Title   Dead Space 2
Developer  Visceral Games
Publisher  Electronic Arts
Platform  PlayStation 3, Xbox 360, Microsoft Windows
Genre  Survival horror, third-person shooter
Release Date  January 28, 2011

I hate spoilers in games reviews. Well, not spoilers as such; only an arse would put an actual spoiler in a review, but of the odd one or two that do they might flag it with a SPOILER WARNING in big bold text, which is the gaming equivalent of car crash at the side of the road. You know you shouldn’t look but you do anyway. So, to make it safe for you to read if you’re one of those people that doesn’t read reviews because something might get spoiled, you’ll be ok to read my Dead Space 2 review; it’s safe. I’m not even going to hint at things that might happen because you’re just going to put together the pieces before the twist. What I will do though is bring you up to speed with the overall story of Dead Space and mention the first fifteen or so minutes of the games story.

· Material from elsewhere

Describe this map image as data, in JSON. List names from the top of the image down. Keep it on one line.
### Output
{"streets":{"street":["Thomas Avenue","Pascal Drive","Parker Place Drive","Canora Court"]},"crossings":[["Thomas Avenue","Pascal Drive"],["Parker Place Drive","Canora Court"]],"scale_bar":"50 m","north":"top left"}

You play as Isaac Clarke, an engineer who was sent to help investigate and aid in getting the USG Ishimura up and running. The Ishimura is a type of ship known as a planet cracker and mankind is now in the business of ‘cracking’ planets because we ran out of resources on earth. “Why don’t we just drill on them?” you ask, well you wouldn’t eat a Cadbury’s Creme Egg with a straw would you? Turns out that everything went to shit on the Ishimura; a religious group known as unitologoists had excavated something known as the Black Marker (which they worship). This Black Marker is a manmade object of unknown origin and was found at the bottom of the Yucatan Peninsula on earth back in 2008, getting inside a person’s mind and driving them crazy as well as being able to alter the subject’s DNA. Isaac has to fight his way through the Ishimura to save his girlfriend and, of course, “the day”. I know it sounds a bit of a standard issue affair and my brief description of the first game hasn’t really done it any justice, but there are so many plots twists and hints at things that you as the player need to make your own mind up about that in even hinting at them I could spoil it for you.

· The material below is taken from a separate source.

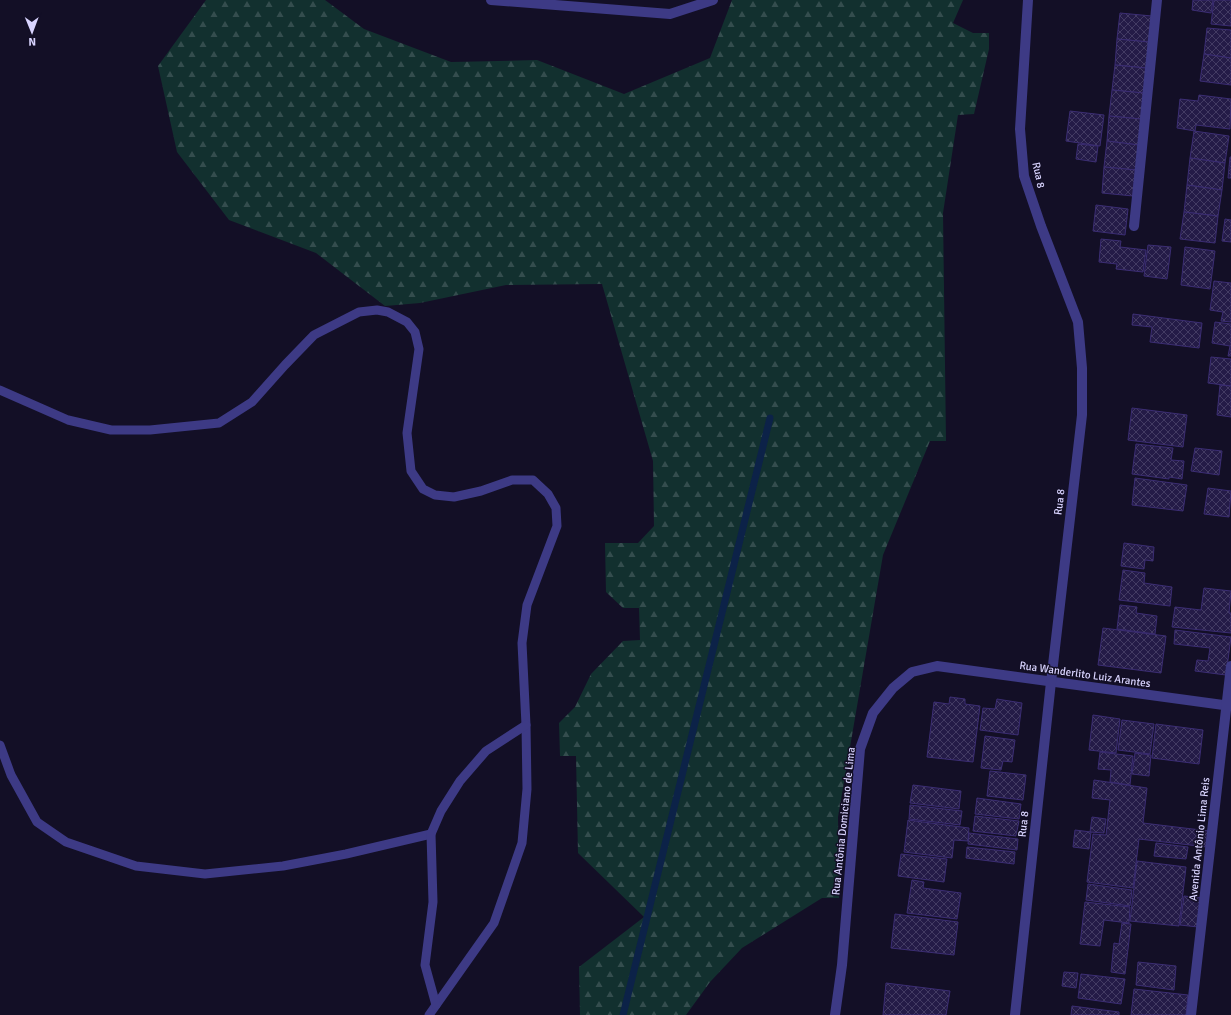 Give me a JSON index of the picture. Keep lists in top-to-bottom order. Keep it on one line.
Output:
{"streets":{"street":["Rua 8","Rua Wanderlito Luiz Arantes","Rua Antônia Domiciano de Lima","Avenida Antônio Lima Reis"]},"crossings":[["Rua 8","Rua Wanderlito Luiz Arantes"],["Rua Wanderlito Luiz Arantes","Rua Antônia Domiciano de Lima"],["Rua Wanderlito Luiz Arantes","Avenida Antônio Lima Reis"]],"north":"bottom"}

So in trying to explain the story of Dead Space 2 I’m faced with the same problem, but I’ll give you the intro. The game starts with Isaac having flashbacks to the events of first game while being interviewed by a doctor, this serves as a reminder to anybody who finished the first Dead Space of what happened but it also fills in anybody who didn’t play the first one with the enough back story to be able to get on with it. Obviously I’d recommend picking up the first Dead Space in order to be able to appreciate all the little things in Dead Space 2 and, in turn, get so much more from the story of Isaac Clarke, but it’s not essential and newcomers to the series could just jump right in with Dead Space 2. This first section of the game is presented with brilliant style and I can honestly say I don’t think I’ve seen anything quite like it before. Bang! (That’s me trying to make you jump, it’s not easy with the written word). The screen goes black. Next thing you know you’re strapped to a table with some guy trying to free you when, just as he cuts you free, a Necromorph spikes him in the head and you’re on your own. This introduction to the game is very clever in the same way that The Empire Strikes Back is: no messing about introducing you to the characters and easing you into its universe; it’s a sequel and it knows that so it just hits the ground running. You’ll be feeling pretty helpless at this point; your arms are tied together, you have no weapons, no armour, no health, no mini map and no magic line to point you in the right direction. Just a girl shouting run down the radio at you to run as Necromorphs burst through the glass walls and air vents before tearing towards you because they want to eat your face.

Any other game would have had you spamming grenades and hiding behind cover in the first 5 minutes. It throws you off guard as the gamer it’s not how this normally works we don’t run! We stand our ground our fight! You have no choice though, the tension and panic levels start to set in as you try and navigate your way through a maze of dark corridors while things are exploding in front of you and other “things” are chasing you from behind. Dead Space 2 is full of standout unique moments like this (no – not where your hands are tied) and they help deliver what is not only a brilliant science fiction / horror story but one that you can care about and really get invested in.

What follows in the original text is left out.